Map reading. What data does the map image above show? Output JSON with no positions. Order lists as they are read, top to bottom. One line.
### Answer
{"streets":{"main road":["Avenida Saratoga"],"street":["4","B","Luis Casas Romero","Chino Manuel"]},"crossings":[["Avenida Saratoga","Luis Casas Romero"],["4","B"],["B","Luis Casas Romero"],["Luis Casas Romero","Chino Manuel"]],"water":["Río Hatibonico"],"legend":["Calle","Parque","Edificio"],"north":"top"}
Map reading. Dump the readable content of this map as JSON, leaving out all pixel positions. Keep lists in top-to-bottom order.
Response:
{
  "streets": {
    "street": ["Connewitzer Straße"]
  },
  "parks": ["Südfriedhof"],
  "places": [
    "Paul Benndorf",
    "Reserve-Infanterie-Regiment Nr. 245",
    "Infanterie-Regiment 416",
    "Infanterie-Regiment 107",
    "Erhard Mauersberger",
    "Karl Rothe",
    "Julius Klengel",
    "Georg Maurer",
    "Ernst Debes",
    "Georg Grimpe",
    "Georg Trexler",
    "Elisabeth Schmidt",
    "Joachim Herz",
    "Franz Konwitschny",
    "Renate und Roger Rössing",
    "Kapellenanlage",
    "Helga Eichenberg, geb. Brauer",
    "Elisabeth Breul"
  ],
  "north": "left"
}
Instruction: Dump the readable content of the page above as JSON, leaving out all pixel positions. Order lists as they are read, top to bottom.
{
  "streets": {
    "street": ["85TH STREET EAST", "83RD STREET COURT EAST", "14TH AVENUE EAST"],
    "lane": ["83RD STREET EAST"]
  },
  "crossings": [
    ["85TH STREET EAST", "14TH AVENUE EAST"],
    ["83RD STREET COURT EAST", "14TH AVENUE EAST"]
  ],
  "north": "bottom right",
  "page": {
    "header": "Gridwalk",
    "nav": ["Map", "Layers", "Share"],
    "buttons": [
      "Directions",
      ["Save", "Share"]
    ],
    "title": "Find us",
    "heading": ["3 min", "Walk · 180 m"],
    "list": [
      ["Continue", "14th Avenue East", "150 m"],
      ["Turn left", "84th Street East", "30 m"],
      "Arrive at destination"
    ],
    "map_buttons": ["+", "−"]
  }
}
====
== Prompt ==
Figure out how many lines of the material include "reading", then reply with the count alone.

== Answer to the exercise ==
2